Thursday, November 09, 2006

the congress is changing | does it matter why?

On Wednesday morning Ted Swartz wrote...

Ok, Jim---the change has been made. It's still early in VA, but it appears Allen is out; isn't that what this election has been about---getting "them" out. I do wonder if the reasons go deep enough, but does it matter?
TKSwartz

I think it does matter how deep the reasons go.

I don't think this election was about getting them out. I think it was about opening the government back up – getting us back in.

All the new Congress has to do is insist on including members of the minority in committee meetings and it will do better than the ones that came before. Think of it . . . over the last six years Republicans routinely excluded Democrats – duly elected by the people of the United States – from committee meetings. I would join the chorus of those screaming bloody murder if Democrats committed that kind of abuse of power.

I expect a whole lot more in the way of good faith from the new Congress. A whole lot more.

Wednesday, Garrison Keillor ended his column with this:
You meet congressmen in private and they're perfectly thoughtful and well-spoken people, nothing like the raging idiots they impersonate in campaign ads, and you think, maybe Congress needs more privacy. Send them off on unchaperoned trips to see the world firsthand. More closed-door caucuses where they can say what they think without worrying that one stray phrase may kill them.

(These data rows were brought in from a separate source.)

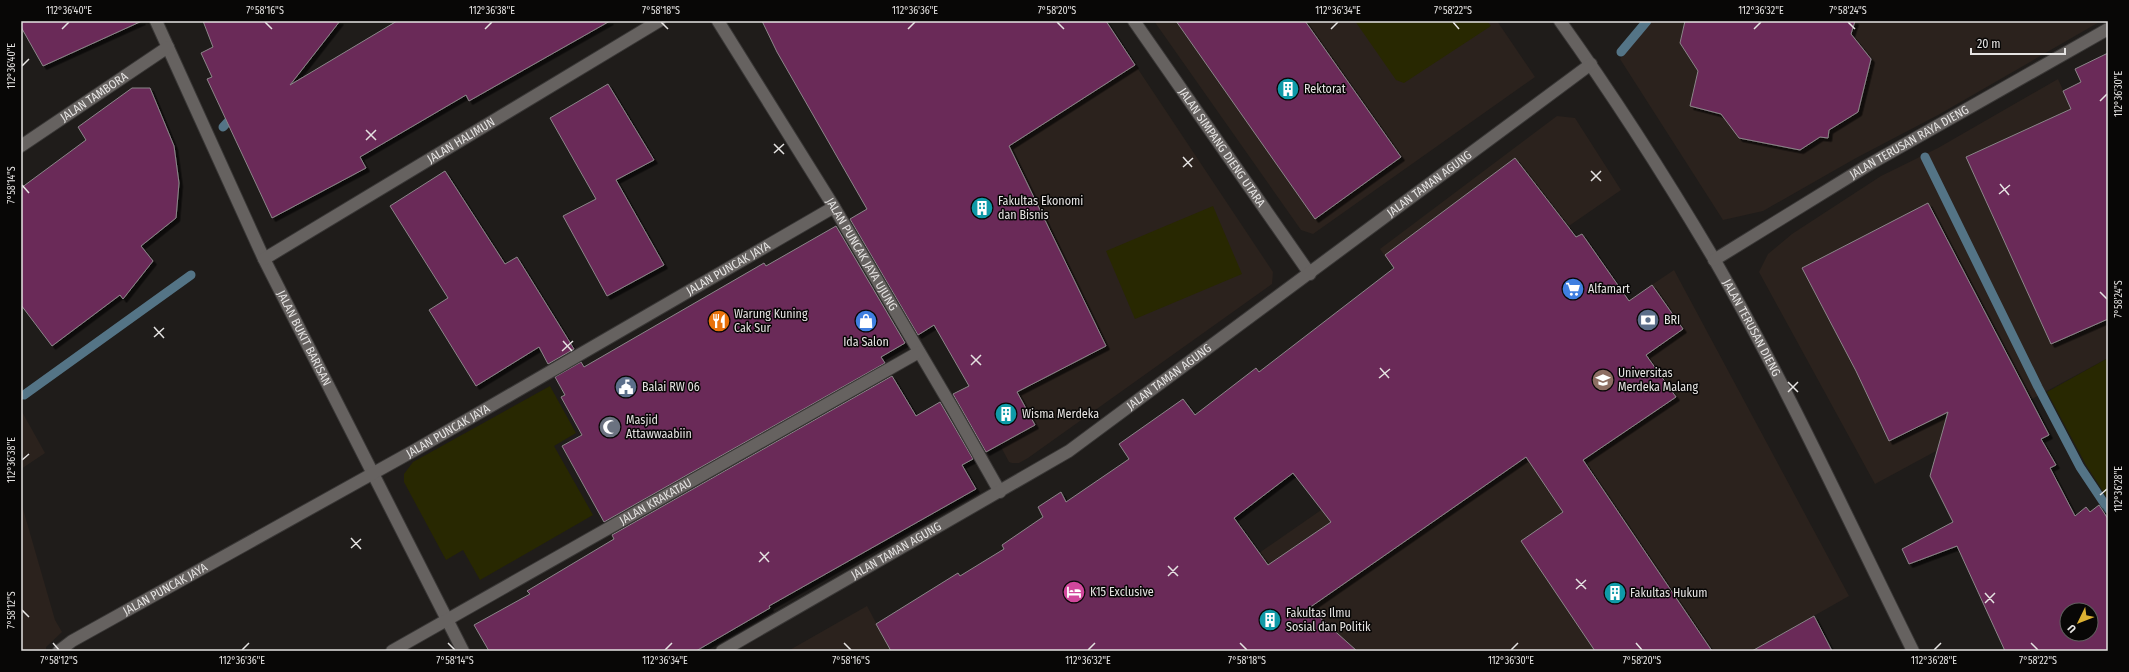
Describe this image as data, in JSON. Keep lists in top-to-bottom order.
{
  "streets": {
    "street": [
      "JALAN TAMBORA",
      "JALAN HALIMUN",
      "JALAN TERUSAN RAYA DIENG",
      "JALAN SIMPANG DIENG UTARA",
      "JALAN TAMAN AGUNG",
      "JALAN PUNCAK JAYA UJUNG",
      "JALAN PUNCAK JAYA",
      "JALAN TERUSAN DIENG",
      "JALAN BUKIT BARISAN",
      "JALAN KRAKATAU"
    ]
  },
  "crossings": [
    ["JALAN TAMBORA", "JALAN BUKIT BARISAN"],
    ["JALAN HALIMUN", "JALAN BUKIT BARISAN"],
    ["JALAN TERUSAN RAYA DIENG", "JALAN TERUSAN DIENG"],
    ["JALAN SIMPANG DIENG UTARA", "JALAN TAMAN AGUNG"],
    ["JALAN TAMAN AGUNG", "JALAN PUNCAK JAYA UJUNG"],
    ["JALAN TAMAN AGUNG", "JALAN TERUSAN DIENG"],
    ["JALAN PUNCAK JAYA UJUNG", "JALAN PUNCAK JAYA"],
    ["JALAN PUNCAK JAYA UJUNG", "JALAN KRAKATAU"],
    ["JALAN PUNCAK JAYA", "JALAN BUKIT BARISAN"],
    ["JALAN BUKIT BARISAN", "JALAN KRAKATAU"]
  ],
  "places": {
    "building": [
      "Rektorat",
      "Fakultas Ekonomi dan Bisnis",
      "Wisma Merdeka",
      "Fakultas Hukum",
      "Fakultas Ilmu Sosial dan Politik"
    ],
    "supermarket": ["Alfamart"],
    "bank": ["BRI"],
    "restaurant": ["Warung Kuning Cak Sur"],
    "shop": ["Ida Salon"],
    "school or university": ["Universitas Merdeka Malang"],
    "public building": ["Balai RW 06"],
    "mosque": ["Masjid Attawwaabiin"],
    "hotel": ["K15 Exclusive"]
  },
  "scale_bar": "20 m",
  "north": "bottom left",
  "coordinates": [
    "112°36'40\"E",
    "7°58'16\"S",
    "112°36'38\"E",
    "7°58'18\"S",
    "112°36'36\"E",
    "7°58'20\"S",
    "112°36'34\"E",
    "7°58'22\"S",
    "112°36'32\"E",
    "7°58'24\"S",
    "112°36'30\"E",
    "7°58'14\"S",
    "112°36'28\"E",
    "7°58'12\"S"
  ]
}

Or maybe Congress simply needed more Democrats. We are a civil bunch, owing to our contentious upbringings. With a smart, well-spoken woman for speaker instead of that lumbering mumbling galoot who covered for the Current Occupant, perhaps the sauce will thicken and life will get more interesting. Maybe they'll do something good. It's possible.
— Garrison Keillor, Living on Hope, Salon.com, 11.08.06

2 comments:

J.P. said...

I still think this country needs a strong third party. I like the idea of forming The Small Business Party. It could be made up of the millions of hard working small business owners and employees that are the heart and soul of America. We will need a presidential type with good looks, a square jaw and a military service record who became a pie baker or something.

Jim Hancock said...

A square-jawed baker of pies . . . i like it.

The founders expressed no hope that politics would not slide from time to time toward the abuse of power and the American people have yet prove them wrong about that for very many years in a row.

I suspect we'll sooner see the Joe Lieberman effect replicated than the formation of a sustainable third party. Which might be just fine if such people were to coalesce around things that really matter.